### EXERCISE
What is needed is every line of the data that includes the word "from". Please copy each one.

### MATERIAL FOR THIS TASK
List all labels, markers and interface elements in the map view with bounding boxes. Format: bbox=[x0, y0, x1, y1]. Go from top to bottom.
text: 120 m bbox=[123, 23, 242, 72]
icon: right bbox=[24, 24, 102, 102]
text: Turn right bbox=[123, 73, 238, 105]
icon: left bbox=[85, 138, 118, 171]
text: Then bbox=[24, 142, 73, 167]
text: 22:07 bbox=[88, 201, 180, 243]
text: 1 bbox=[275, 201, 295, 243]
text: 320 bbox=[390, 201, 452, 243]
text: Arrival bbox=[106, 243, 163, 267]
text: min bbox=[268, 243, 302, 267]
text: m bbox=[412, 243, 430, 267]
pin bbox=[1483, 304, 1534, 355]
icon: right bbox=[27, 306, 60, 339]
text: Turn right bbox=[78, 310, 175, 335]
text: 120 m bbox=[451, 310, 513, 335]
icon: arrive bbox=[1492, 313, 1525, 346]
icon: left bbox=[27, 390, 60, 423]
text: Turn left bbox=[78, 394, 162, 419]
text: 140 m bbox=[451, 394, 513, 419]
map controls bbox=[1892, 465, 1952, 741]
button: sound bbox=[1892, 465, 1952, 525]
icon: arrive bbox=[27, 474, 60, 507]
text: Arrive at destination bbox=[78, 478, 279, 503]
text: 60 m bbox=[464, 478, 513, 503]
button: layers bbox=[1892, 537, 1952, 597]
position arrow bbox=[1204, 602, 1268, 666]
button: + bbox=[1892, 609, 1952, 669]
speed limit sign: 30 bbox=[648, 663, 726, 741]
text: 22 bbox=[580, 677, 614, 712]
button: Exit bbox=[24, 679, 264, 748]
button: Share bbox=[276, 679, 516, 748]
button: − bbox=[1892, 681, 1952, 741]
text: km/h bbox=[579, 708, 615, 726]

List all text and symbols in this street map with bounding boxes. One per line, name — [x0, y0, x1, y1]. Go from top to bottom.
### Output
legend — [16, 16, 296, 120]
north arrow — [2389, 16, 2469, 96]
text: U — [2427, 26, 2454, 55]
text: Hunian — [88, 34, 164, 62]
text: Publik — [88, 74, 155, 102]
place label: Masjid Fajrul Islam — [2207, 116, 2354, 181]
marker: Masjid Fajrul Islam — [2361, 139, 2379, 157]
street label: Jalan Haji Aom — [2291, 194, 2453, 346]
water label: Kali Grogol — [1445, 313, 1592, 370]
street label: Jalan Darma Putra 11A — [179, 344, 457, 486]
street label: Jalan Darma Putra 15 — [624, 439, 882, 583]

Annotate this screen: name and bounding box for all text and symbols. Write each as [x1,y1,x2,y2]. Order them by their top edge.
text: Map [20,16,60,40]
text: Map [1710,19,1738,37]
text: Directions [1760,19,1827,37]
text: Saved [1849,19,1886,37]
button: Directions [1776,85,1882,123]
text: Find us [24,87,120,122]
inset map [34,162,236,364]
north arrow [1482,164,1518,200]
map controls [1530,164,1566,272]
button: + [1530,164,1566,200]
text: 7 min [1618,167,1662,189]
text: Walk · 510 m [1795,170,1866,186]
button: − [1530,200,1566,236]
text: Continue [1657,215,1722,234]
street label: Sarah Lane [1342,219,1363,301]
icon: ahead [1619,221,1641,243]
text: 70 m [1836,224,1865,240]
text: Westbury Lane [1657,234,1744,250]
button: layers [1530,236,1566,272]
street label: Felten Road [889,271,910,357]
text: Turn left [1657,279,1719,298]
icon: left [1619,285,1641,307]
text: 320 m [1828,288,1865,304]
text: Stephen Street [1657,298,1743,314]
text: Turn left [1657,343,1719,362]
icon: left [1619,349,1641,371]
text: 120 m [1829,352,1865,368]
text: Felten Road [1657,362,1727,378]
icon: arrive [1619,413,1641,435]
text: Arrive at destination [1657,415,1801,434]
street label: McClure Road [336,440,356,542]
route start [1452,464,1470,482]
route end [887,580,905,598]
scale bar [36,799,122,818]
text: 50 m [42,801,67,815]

### RESULT OF THIS EXERCISE
List all labels, markers and interface elements in the map view with bounding boxes. Format: bbox=[x0, y0, x1, y1]. Go from top to bottom.
List all text and symbols in this street map with bounding boxes. One per line, name — [x0, y0, x1, y1]. Go from top to bottom.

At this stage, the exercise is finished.